YOUR OBJECTIVE:
In the records that follow, find each line containing "Calle" and copy it.

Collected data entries
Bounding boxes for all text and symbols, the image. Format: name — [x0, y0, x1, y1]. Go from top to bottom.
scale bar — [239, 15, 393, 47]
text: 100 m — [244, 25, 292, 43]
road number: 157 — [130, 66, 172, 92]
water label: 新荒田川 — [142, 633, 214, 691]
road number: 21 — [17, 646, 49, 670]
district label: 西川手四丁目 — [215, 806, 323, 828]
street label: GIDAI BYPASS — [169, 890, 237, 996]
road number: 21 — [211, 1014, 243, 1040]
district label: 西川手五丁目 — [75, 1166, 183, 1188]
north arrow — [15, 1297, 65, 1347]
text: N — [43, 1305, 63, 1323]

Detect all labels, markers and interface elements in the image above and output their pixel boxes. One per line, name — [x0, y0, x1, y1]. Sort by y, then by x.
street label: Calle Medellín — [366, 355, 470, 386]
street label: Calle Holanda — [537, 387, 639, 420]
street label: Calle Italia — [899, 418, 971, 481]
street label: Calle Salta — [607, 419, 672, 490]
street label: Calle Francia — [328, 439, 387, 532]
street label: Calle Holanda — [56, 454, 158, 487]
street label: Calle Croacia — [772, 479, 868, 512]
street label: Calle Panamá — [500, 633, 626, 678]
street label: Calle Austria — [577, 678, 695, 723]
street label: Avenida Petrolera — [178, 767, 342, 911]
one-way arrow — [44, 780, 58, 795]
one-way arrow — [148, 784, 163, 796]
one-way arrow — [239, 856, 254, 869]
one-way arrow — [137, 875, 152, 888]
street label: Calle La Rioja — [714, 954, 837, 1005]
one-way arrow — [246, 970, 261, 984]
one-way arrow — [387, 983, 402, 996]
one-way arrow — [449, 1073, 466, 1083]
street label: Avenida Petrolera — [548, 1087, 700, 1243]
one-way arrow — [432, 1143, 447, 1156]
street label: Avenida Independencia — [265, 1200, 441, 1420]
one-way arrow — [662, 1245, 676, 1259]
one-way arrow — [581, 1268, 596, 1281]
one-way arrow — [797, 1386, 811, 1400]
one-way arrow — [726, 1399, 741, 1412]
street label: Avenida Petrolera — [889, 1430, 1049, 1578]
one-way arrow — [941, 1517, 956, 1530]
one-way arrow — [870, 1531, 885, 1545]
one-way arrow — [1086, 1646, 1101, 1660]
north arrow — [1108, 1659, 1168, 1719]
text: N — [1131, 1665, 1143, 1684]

ANSWER TO THIS EXERCISE:
street label: Calle Medellín — [366, 355, 470, 386]
street label: Calle Holanda — [537, 387, 639, 420]
street label: Calle Italia — [899, 418, 971, 481]
street label: Calle Salta — [607, 419, 672, 490]
street label: Calle Francia — [328, 439, 387, 532]
street label: Calle Holanda — [56, 454, 158, 487]
street label: Calle Croacia — [772, 479, 868, 512]
street label: Calle Panamá — [500, 633, 626, 678]
street label: Calle Austria — [577, 678, 695, 723]
street label: Calle La Rioja — [714, 954, 837, 1005]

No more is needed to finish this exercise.